Implementation:Datahub project Datahub MLModel Entity
| Knowledge Sources | |
|---|---|
| Domains | Java_SDK, Metadata_Management |
| Last Updated | 2026-02-10 00:00 GMT |
Overview
MLModel is a Java SDK V2 entity class representing a DataHub ML Model entity, a machine learning model with support for training metrics, hyperparameters, model groups, training jobs, downstream jobs, and deployments.
Description
The MLModel class extends Entity and implements mixin interfaces (HasTags, HasGlossaryTerms, HasOwners, HasDomains, HasSubTypes, HasStructuredProperties). At 1086 lines, it is one of the largest entity classes, providing comprehensive ML-specific metadata operations.
Key characteristics:
- Entity type:
"mlModel" - URN format:
urn:li:mlModel:(urn:li:dataPlatform:platform,modelName,FABRIC_TYPE)viaMLModelUrn - ML-specific operations:
- Training metrics:
addTrainingMetric()(patch-based via accumulatedMLModelPropertiesPatchBuilder),setTrainingMetrics()(direct aspect mutation),getTrainingMetrics() - Hyperparameters:
addHyperParam()(patch-based),setHyperParams()(direct),getHyperParams() - Model group:
setModelGroup(),getModelGroup()- links the model to anMLModelGroup - Training jobs:
addTrainingJob(),removeTrainingJob(),getTrainingJobs()- tracks the jobs used to train the model - Downstream jobs:
addDownstreamJob(),removeDownstreamJob(),getDownstreamJobs()- tracks jobs that consume the model - Deployments:
addDeployment(),removeDeployment(),getDeployments()- tracks where the model is deployed
- Training metrics:
- Patch transformation: Includes a static
transformPatchToFullAspect()with optimistic locking viaIf-Version-Matchheaders and full JSON Patch application viaapplyPatchOperations(). Supports ADD/REMOVE on paths including/description,/externalUrl,/customProperties/{key}, and array appends. - Builder: Requires
platformandname. Environment defaults to"PROD"and must be a validFabricTypevalue. Optionally accepts displayName, description, externalUrl, trainingMetrics, hyperParams, modelGroup, and customProperties.

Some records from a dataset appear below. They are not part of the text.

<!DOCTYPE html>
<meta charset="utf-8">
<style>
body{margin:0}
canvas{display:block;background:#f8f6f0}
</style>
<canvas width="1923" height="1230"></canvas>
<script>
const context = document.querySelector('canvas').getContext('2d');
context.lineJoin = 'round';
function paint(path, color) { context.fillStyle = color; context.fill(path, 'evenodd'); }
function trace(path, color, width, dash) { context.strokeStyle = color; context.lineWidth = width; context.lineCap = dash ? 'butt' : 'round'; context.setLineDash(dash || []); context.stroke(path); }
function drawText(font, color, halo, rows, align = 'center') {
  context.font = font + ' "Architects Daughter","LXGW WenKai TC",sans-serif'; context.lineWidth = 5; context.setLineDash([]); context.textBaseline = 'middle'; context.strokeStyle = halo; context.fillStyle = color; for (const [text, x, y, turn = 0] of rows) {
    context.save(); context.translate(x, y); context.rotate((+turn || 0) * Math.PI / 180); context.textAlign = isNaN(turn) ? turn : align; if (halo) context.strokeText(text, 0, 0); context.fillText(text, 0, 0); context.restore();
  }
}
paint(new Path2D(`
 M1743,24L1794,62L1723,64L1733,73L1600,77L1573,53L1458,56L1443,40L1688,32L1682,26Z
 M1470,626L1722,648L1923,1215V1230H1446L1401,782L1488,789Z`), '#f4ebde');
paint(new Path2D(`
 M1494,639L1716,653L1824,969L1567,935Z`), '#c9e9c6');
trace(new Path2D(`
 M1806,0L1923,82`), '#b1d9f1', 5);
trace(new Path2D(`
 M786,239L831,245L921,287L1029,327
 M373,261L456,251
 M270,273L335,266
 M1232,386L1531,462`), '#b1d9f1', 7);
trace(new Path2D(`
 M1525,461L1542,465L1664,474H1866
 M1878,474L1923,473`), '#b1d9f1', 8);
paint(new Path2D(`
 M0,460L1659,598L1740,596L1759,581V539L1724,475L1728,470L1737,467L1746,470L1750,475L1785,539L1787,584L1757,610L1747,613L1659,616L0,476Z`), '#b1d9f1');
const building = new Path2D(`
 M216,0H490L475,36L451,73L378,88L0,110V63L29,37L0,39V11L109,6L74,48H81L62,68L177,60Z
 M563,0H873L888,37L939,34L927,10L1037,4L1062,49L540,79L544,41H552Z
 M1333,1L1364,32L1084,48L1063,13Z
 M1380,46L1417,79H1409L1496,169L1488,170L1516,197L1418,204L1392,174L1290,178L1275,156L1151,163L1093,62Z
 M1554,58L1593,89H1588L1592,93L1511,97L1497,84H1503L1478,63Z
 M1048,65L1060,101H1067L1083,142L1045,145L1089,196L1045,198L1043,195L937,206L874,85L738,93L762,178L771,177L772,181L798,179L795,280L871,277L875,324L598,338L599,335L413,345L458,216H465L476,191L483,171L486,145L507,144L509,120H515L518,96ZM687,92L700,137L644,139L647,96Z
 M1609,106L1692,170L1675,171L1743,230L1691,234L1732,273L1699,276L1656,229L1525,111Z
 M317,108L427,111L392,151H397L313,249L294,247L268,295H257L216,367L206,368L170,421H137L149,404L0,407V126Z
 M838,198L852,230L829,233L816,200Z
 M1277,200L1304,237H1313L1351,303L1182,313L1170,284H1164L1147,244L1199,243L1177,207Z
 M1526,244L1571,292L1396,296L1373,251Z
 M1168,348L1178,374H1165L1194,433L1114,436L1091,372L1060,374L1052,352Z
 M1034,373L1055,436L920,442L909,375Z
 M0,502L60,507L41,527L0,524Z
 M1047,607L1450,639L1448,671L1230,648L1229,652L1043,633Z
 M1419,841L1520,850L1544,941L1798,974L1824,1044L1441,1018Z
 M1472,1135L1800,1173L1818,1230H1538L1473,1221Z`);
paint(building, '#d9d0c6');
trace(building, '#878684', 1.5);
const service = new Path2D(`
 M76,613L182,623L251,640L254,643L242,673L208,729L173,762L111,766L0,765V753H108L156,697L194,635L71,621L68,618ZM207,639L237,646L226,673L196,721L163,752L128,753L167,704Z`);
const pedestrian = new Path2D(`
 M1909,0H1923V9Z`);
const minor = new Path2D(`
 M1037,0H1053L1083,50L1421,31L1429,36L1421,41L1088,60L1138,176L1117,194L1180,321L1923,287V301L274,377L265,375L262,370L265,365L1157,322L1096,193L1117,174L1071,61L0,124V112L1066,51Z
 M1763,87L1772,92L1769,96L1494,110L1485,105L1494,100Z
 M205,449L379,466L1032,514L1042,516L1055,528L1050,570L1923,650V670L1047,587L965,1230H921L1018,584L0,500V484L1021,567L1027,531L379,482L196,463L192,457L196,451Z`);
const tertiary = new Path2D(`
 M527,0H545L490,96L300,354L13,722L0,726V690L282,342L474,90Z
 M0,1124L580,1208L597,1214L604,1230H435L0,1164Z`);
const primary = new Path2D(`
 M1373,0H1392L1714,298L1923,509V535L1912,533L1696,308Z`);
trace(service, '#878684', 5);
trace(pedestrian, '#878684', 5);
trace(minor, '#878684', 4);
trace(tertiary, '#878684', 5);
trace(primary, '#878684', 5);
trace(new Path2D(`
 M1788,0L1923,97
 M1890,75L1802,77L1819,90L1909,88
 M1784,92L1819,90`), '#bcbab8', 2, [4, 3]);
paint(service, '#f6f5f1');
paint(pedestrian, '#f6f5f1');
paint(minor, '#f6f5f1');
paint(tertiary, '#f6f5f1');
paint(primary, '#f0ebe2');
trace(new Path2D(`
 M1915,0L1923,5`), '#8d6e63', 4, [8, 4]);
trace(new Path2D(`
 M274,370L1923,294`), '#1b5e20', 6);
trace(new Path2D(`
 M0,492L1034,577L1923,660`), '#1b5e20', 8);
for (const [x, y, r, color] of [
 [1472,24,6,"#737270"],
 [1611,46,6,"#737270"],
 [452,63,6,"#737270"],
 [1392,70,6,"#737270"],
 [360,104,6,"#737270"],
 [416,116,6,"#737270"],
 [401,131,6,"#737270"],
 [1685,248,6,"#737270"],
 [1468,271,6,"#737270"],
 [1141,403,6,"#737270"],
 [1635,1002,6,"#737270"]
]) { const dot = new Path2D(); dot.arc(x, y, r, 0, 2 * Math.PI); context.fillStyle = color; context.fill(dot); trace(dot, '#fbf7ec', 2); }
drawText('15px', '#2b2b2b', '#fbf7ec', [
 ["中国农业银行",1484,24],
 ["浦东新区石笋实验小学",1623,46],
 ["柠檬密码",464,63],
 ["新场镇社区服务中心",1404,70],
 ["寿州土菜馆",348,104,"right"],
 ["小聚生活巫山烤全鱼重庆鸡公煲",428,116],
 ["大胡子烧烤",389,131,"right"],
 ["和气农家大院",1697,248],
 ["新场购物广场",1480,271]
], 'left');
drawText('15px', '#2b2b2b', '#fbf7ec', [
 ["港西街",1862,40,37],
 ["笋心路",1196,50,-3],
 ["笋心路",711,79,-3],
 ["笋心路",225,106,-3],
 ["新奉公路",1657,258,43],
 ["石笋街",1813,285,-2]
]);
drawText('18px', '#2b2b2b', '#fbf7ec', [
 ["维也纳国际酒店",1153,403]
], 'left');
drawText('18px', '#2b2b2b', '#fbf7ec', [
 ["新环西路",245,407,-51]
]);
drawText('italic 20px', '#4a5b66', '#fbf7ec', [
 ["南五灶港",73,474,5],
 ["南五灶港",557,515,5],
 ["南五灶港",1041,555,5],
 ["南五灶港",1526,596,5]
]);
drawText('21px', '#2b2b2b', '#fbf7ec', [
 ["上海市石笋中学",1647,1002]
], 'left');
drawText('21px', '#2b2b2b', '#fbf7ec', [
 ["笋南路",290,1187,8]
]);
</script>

Default aspects fetched: Ownership, GlobalTags, GlossaryTerms, Domains, Status, InstitutionalMemory, MLModelProperties, EditableMLModelProperties.
Usage
Use the MLModel entity to track machine learning models in DataHub with rich ML-specific metadata. It is especially valuable for ML platforms that need to record training metrics, hyperparameters, model versioning (via groups), and deployment information. Construct via its Builder and upsert through EntityClient.upsert(model).
Code Reference
Source Location
- Repository: Datahub_project_Datahub
- File: metadata-integration/java/datahub-client/src/main/java/datahub/client/v2/entity/MLModel.java
Signature
public class MLModel extends Entity
implements HasTags<MLModel>, HasGlossaryTerms<MLModel>, HasOwners<MLModel>,
HasDomains<MLModel>, HasSubTypes<MLModel>, HasStructuredProperties<MLModel> {
// Factory
public static Builder builder();
// Identity
public String getEntityType(); // returns "mlModel"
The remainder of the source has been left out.